Archive for December, 2009

A Gcc Frontend

When writing the gccgo frontend I had to figure out how to write a new gcc frontend. This is a largely undocumented procedure. Unfortunately, I did not take notes as I went along. However, here are some retrospective comments.

Every gcc frontend needs a set of language hooks. This is done by including "langhooks-def.h" and writing struct lang_hooks lang_hooks = LANG_HOOKS_INITIALIZER;. The specific language hooks are defined via various LANG_HOOKS_xxx macros.

Some language hooks are required even though for a language like Go there is nothing for them to do: LANG_HOOKS_GLOBAL_BINDINGS_P, LANG_HOOKS_PUSHDECL, LANG_HOOKS_GETDECLS. Also LANG_HOOKS_TYPE_FOR_MODE and LANG_HOOKS_TYPE_FOR_SIZE must be defined and must do something reasonable. The LANG_HOOKS_INIT function must call some functions: build_common_tree_nodes, set_sizetype, build_common_tree_nodes_2, build_common_builtin_nodes. It must also set the global variable void_list_node. As far as I know all these steps are required and none of them are documented. The LANG_HOOKS_POST_OPTIONS hook must set flag_excess_precision_cmdline.

The main language hook is LANG_HOOKS_PARSE_FILE. It will find the input file names in the global variables in_fnames and num_in_fnames. At that point the frontend can take over and do the actual parsing and initial compilation.

After LANG_HOOKS_PARSE_FILE creates a complete parse tree (in a global variable) and returns, the rest of the work is done by LANG_HOOKS_WRITE_GLOBALS. The gccgo frontend generates GENERIC, although these days it could be modified to generate GIMPLE instead. This basically means creating appropriate DECL nodes for all the global types, variables, and functions. For a function, the frontend must create a cfun structure via push_struct_function or similar, and it must set current_function_decl. The frontend must not only create the FUNCTION_DECL, it must fill in the DECL_RESULT field with a RESULT_DECL. After creating the GENERIC or GIMPLE, it should call cgraph_finalize_function.

After all the functions have been finalized and the global variables created, the frontend must call cgraph_finalize_compilation_unit. That is where the middle-end really takes over and generates code. The frontend must finish by calling wrapup_global_declarations, check_global_declarations, and emit_debug_global_declarations.

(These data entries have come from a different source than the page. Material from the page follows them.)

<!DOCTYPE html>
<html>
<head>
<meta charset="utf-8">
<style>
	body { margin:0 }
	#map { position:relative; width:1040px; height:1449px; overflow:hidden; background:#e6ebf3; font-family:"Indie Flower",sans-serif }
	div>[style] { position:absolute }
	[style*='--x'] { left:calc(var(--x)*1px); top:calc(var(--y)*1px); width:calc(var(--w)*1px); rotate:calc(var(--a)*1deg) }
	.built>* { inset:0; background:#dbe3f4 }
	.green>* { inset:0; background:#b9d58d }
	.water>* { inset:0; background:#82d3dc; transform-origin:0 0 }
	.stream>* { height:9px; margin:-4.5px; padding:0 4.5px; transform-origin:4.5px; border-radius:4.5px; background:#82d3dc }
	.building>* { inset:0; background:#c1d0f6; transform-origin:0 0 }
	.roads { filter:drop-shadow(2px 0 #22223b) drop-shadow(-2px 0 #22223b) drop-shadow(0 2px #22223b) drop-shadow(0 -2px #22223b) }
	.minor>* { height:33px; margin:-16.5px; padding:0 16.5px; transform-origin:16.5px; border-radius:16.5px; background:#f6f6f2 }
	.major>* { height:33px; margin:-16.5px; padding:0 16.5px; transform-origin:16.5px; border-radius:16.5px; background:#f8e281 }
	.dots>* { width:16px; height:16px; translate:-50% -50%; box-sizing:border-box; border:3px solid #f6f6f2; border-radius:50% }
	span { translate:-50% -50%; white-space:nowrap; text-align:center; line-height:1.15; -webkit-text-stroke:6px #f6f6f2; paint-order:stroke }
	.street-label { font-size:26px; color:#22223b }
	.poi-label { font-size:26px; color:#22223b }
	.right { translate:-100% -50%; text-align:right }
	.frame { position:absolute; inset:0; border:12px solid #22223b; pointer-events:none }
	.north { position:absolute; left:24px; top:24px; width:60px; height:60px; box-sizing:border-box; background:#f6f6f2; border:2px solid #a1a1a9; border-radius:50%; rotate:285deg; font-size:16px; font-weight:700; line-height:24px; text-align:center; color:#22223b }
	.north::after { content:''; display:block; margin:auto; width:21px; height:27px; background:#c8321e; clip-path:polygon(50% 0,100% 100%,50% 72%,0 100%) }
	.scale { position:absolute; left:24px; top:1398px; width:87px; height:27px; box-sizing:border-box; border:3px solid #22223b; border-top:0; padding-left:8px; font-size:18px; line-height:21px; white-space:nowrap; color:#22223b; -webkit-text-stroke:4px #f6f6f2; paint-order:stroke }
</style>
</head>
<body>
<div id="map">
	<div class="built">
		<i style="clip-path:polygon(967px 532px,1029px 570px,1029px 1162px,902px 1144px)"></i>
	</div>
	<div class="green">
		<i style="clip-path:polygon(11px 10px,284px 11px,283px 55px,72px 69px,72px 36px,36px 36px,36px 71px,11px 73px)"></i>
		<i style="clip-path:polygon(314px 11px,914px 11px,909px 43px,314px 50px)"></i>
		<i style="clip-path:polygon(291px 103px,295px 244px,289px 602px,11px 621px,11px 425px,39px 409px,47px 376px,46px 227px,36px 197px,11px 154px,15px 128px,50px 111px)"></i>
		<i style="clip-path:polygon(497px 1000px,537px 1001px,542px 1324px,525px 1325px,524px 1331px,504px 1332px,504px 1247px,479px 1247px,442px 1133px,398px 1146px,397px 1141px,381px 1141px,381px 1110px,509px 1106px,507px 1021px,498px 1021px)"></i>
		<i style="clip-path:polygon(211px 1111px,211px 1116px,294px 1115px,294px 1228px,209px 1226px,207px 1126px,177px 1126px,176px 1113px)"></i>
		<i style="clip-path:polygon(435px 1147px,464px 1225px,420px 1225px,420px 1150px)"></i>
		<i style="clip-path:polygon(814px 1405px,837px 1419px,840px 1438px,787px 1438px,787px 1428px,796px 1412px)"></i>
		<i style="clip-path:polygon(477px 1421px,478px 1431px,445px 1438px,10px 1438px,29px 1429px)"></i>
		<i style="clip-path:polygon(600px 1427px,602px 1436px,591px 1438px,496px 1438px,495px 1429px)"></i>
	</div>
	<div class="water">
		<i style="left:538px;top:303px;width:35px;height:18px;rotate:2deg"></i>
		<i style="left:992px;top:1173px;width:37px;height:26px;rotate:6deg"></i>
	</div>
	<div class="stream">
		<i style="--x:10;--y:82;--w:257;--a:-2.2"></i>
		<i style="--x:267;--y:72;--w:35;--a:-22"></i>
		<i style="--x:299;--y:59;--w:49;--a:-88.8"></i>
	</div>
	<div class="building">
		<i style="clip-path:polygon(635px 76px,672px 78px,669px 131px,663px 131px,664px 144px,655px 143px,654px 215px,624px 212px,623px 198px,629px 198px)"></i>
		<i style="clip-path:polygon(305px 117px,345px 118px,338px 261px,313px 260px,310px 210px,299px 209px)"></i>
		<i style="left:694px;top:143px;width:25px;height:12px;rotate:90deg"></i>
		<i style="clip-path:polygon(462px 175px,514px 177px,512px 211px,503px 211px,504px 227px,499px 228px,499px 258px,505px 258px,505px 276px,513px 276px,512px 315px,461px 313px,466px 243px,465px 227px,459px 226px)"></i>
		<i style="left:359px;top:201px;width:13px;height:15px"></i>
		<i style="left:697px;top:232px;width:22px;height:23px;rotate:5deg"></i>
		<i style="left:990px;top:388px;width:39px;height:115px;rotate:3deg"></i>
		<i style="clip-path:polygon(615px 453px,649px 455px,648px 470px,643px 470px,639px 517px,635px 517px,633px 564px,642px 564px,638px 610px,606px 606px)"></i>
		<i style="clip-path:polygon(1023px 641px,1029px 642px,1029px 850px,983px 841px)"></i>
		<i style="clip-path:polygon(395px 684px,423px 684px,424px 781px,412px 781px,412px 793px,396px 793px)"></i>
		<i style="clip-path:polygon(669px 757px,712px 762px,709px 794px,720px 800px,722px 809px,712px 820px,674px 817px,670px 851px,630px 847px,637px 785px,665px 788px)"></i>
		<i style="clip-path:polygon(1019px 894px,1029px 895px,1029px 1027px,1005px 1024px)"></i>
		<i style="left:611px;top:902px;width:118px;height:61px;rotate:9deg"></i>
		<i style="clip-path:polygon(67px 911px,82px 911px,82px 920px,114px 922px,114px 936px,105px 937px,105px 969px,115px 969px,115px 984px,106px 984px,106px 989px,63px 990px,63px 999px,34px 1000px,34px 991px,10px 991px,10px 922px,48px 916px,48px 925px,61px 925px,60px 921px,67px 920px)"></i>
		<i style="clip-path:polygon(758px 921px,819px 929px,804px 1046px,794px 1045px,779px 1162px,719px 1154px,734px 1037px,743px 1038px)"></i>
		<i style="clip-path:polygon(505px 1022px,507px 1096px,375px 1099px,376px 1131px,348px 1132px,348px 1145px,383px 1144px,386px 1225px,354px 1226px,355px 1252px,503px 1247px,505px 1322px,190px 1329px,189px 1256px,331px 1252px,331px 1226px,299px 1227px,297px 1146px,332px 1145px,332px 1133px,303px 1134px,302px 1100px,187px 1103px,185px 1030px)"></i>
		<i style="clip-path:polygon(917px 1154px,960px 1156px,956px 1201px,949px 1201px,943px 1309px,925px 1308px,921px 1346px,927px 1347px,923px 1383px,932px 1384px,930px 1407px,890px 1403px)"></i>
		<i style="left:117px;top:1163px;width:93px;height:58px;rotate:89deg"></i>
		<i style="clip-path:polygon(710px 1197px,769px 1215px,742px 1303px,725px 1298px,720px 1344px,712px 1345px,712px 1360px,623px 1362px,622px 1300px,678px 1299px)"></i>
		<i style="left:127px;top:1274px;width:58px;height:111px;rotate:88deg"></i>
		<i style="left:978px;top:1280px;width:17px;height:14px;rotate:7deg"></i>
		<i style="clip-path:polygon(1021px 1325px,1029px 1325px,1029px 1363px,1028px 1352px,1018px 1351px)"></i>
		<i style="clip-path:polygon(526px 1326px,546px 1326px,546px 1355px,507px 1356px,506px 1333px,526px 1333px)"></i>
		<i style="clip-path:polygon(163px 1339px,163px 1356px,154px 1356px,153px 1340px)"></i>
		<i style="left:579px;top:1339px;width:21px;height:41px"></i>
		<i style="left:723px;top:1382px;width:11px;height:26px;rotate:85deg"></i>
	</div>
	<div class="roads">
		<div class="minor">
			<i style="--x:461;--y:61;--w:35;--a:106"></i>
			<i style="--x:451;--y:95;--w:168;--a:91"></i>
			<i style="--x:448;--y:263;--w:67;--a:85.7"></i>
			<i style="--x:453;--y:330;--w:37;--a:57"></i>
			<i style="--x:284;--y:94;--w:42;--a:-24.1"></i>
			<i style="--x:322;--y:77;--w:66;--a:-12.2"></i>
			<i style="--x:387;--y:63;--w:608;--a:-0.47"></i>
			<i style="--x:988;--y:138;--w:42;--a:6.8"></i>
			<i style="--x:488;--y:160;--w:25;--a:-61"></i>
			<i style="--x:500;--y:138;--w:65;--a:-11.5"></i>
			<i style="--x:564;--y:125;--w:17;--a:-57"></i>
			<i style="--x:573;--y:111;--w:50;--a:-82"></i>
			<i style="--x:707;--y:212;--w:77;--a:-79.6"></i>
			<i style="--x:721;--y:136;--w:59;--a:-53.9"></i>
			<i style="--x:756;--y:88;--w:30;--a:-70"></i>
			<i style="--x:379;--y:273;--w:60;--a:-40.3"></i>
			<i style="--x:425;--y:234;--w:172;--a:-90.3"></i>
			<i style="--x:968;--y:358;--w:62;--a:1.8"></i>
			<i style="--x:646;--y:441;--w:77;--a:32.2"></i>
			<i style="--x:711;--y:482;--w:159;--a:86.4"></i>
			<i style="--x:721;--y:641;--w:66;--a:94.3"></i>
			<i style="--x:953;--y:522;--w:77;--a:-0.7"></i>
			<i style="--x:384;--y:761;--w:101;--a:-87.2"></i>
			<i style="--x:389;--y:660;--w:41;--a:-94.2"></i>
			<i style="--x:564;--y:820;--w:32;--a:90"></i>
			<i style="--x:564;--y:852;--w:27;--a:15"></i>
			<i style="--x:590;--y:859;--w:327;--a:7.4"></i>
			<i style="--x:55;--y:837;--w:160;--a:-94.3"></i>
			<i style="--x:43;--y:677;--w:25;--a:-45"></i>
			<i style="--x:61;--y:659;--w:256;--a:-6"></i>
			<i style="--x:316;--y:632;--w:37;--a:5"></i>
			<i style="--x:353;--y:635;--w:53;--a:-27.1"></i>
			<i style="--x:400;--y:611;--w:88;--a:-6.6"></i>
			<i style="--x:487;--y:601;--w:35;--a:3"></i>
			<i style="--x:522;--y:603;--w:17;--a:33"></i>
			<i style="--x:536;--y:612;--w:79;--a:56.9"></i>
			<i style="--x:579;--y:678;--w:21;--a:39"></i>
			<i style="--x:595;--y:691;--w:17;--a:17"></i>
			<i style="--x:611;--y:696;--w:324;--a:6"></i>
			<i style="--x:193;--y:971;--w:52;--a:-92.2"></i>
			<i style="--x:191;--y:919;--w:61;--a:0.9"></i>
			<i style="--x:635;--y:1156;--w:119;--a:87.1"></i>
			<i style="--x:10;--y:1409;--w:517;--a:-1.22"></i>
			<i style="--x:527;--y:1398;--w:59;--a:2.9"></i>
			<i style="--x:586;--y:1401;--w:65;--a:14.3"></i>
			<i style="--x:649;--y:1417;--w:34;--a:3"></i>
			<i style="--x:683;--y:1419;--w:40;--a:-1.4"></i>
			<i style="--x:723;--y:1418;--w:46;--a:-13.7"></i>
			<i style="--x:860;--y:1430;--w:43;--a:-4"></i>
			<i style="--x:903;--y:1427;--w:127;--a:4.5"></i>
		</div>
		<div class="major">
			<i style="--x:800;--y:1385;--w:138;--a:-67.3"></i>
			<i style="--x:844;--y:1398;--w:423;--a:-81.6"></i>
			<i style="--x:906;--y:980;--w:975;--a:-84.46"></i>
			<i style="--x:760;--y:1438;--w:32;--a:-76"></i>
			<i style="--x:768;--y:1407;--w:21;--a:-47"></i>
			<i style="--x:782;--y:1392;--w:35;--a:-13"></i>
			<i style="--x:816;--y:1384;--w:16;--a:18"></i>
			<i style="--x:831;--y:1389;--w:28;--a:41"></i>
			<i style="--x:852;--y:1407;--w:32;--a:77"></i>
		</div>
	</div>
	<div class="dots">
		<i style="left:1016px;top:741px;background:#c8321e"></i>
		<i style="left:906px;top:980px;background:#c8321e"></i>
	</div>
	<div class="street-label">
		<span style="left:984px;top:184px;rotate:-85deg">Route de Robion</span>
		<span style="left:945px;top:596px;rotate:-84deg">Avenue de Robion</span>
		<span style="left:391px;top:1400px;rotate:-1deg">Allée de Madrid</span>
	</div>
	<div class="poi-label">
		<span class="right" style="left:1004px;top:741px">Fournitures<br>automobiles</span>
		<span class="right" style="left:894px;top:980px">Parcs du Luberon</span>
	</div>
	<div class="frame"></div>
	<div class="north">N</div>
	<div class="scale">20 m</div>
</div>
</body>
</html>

The above is probably slightly inaccurate, and I’m sure I’ve left out some details. And, of course, the frontend interfaces changes with each new gcc release. However, if you are interested in writing a gcc frontend, I hope this will give you a start.

Comments (2)

Go New/Make

One of the aspects of Go that some people find confusing is the two predeclared functions, new and make. Both functions are specially implemented in the compiler. They take a type as an argument and return a value. This can make it seem confusing when you should use one and when you should use the other. In fact the functions are quite different.

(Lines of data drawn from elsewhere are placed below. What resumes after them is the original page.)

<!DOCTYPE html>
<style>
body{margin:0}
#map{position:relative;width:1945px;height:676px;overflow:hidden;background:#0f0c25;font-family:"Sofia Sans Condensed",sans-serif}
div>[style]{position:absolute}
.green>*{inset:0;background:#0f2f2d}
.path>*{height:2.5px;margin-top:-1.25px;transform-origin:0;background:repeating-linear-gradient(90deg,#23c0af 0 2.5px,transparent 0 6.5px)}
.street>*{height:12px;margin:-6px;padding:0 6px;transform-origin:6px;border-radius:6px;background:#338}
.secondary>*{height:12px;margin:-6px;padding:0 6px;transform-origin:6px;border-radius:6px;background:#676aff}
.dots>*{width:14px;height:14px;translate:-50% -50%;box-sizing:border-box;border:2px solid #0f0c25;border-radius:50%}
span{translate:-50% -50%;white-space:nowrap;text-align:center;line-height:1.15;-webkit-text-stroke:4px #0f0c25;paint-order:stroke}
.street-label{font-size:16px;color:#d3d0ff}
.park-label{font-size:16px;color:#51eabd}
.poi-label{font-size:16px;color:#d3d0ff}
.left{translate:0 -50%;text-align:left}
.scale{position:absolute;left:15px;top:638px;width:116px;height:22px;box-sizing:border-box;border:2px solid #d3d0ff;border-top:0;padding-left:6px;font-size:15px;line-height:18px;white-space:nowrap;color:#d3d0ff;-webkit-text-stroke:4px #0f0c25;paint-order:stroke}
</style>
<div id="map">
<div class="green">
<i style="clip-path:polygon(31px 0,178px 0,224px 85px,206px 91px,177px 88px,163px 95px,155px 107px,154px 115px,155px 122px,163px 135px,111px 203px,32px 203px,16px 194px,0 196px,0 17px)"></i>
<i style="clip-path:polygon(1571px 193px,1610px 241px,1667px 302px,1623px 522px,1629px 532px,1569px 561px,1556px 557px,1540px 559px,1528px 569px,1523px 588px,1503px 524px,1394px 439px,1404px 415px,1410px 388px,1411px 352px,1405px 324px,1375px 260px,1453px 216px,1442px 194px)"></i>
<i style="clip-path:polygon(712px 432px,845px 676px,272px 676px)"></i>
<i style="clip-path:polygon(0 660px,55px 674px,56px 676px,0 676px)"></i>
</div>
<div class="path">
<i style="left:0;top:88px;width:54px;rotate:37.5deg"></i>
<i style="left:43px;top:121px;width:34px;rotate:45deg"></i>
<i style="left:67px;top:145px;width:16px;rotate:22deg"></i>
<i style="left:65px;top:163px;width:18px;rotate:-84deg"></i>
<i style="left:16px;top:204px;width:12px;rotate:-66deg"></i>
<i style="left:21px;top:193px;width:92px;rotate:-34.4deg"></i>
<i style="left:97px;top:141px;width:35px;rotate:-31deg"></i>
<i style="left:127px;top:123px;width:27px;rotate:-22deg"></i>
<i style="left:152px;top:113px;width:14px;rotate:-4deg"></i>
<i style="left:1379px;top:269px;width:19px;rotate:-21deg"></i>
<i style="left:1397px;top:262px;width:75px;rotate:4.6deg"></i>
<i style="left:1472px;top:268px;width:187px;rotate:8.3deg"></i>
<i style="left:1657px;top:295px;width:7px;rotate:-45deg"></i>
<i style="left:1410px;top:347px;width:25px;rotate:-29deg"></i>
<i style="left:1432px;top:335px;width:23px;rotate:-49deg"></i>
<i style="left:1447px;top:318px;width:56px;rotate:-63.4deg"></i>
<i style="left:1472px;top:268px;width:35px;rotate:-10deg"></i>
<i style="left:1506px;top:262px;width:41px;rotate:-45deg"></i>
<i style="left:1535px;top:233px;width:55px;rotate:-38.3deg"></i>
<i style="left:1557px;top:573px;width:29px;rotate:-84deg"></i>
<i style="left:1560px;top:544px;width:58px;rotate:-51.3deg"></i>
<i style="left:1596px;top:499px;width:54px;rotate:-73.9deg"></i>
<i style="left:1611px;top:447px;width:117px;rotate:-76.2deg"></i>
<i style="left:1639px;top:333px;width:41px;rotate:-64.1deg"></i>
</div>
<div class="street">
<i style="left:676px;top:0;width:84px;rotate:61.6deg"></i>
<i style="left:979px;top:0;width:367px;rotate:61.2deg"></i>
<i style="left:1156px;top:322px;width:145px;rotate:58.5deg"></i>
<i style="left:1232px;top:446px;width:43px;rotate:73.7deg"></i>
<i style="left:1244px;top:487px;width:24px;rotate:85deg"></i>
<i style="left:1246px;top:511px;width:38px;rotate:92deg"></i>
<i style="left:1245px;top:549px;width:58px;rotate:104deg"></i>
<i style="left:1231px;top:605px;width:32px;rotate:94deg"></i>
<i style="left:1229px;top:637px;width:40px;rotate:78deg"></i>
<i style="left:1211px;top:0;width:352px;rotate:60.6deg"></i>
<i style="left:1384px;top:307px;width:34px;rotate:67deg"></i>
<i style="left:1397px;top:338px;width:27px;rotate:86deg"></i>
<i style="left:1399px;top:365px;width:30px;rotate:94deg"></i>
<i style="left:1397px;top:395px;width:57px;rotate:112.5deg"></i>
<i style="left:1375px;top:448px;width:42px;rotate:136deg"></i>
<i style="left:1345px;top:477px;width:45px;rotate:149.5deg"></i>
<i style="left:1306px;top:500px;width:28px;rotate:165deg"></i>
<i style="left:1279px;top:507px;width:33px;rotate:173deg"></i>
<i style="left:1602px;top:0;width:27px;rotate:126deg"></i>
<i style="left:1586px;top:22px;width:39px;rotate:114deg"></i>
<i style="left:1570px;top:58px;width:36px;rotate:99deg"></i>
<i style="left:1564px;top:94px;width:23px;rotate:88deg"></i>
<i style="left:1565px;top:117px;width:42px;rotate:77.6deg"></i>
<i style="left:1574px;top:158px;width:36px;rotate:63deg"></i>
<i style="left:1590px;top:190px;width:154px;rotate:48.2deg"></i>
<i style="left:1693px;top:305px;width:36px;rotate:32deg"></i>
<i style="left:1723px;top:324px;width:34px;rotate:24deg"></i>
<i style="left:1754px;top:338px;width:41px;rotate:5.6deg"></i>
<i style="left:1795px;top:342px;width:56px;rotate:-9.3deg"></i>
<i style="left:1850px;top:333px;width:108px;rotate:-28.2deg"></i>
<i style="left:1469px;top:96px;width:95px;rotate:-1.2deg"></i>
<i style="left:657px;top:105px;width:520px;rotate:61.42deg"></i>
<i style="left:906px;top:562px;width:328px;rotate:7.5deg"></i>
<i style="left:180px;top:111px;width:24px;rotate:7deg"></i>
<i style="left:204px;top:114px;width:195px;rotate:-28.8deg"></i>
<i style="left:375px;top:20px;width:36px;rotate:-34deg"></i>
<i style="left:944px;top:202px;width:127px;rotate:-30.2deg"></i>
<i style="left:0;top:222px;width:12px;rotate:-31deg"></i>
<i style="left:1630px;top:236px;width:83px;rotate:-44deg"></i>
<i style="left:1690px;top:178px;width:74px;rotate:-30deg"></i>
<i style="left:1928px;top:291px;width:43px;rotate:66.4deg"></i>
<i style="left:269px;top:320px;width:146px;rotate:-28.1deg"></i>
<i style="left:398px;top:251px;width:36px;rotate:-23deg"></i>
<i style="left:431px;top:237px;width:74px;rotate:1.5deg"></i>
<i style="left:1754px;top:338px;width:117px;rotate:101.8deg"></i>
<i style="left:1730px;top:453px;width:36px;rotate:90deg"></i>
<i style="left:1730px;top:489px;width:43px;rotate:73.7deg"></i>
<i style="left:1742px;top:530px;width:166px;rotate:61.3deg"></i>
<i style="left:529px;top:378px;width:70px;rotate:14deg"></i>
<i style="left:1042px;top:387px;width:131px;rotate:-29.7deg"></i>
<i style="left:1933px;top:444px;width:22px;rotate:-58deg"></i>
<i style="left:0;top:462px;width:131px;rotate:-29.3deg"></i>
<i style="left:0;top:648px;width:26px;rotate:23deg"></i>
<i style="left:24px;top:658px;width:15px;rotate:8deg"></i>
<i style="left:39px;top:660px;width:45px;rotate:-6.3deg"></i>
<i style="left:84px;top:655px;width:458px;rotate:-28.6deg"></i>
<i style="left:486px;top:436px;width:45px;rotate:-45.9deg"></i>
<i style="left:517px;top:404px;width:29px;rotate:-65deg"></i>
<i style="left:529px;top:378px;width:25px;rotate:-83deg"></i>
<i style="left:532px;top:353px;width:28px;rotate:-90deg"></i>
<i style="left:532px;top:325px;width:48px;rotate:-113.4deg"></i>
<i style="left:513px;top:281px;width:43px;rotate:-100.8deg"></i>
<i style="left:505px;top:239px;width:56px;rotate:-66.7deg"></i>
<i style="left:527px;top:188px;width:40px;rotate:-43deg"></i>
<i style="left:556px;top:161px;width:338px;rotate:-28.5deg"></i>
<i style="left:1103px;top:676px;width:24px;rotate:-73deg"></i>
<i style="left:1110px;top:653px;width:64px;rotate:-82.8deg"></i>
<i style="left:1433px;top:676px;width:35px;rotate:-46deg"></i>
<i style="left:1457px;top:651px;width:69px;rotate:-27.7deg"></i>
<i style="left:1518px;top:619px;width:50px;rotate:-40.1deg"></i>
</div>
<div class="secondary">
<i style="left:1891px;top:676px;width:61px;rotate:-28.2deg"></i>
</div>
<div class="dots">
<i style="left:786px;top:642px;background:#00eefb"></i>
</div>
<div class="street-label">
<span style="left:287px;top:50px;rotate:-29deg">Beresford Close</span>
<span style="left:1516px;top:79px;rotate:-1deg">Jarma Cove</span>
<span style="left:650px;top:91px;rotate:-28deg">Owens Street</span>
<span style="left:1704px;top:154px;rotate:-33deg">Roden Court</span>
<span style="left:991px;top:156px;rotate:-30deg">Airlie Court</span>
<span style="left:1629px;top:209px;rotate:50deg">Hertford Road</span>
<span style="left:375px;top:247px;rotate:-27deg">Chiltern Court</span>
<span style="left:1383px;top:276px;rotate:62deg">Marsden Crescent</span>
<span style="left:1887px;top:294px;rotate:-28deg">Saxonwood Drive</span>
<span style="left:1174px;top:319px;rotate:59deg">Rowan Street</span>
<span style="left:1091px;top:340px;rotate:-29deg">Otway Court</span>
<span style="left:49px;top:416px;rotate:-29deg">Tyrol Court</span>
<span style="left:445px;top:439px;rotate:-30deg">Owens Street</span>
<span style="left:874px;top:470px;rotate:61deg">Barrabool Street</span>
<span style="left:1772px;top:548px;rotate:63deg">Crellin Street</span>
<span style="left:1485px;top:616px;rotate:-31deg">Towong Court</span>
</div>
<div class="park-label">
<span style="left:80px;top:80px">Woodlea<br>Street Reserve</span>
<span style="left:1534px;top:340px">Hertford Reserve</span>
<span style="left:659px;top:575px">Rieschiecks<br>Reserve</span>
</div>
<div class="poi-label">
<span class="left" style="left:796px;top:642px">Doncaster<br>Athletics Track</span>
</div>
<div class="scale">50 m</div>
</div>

The new function is the familiar one from C++ and other languages: it takes a type, allocates a new zero value of that type in the heap, and returns a pointer to the new value. A call new(T) returns a value *T (in Go the * in a pointer type appears before the type to which it points, not after). The important point here is that new creates a zero value of the given type.

The make function is different. It creates a non-zero value of the given type. The make function may only be used with a few specific types: slices, maps, and channels. The zero value for these types is simply nil. In the case of maps and channels, make is the only way to create a real, non-nil, value. In the case of a slice, make creates an array in the heap (as with new) and then returns a pointer to that array converted to a slice.

So you use new when you want to allocate space in the heap, e.g., for a linked list. You use make when you want to create a map or channel, or as a convenient shorthand for creating a slice.

Composite literals are also related to new, but not make. If you take the address of a composite literal, as in &(struct { i int}){1} then you get a new value on the heap. Each time you execute that code, you get a new one. So taking the address of a composite literal is similar to using new, except that you get a non-zero value. This serves as a convenient, frequently used, shorthand.